> EXERCISE BRIEF
Draw out every line with the word "Minified" from the listing below.

> DATA EXTRACT
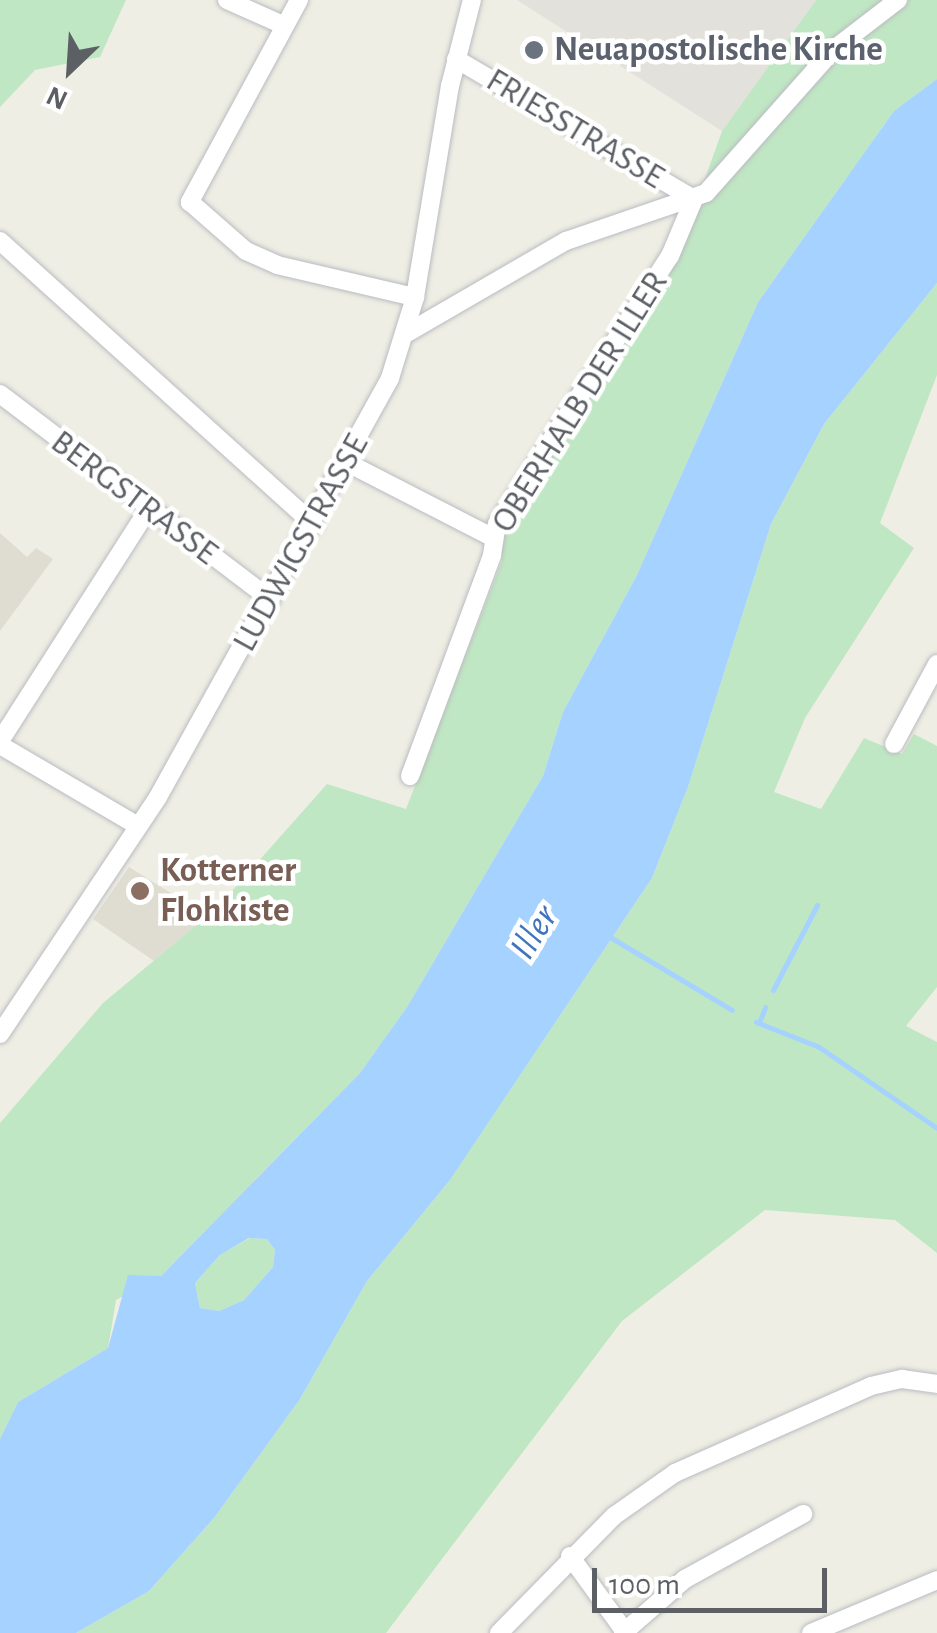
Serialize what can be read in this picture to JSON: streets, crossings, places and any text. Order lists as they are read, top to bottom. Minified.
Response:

==

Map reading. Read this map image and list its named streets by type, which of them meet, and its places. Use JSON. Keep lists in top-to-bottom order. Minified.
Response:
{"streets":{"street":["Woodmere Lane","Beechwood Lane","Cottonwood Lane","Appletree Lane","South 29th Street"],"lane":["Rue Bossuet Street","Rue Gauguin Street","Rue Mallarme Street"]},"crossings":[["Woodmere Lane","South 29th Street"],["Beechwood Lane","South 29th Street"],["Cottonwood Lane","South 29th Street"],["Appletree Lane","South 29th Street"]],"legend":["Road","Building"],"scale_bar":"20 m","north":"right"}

> RESPONSE BOX
Serialize what can be read in this picture to JSON: streets, crossings, places and any text. Order lists as they are read, top to bottom. Minified.
Map reading. Read this map image and list its named streets by type, which of them meet, and its places. Use JSON. Keep lists in top-to-bottom order. Minified.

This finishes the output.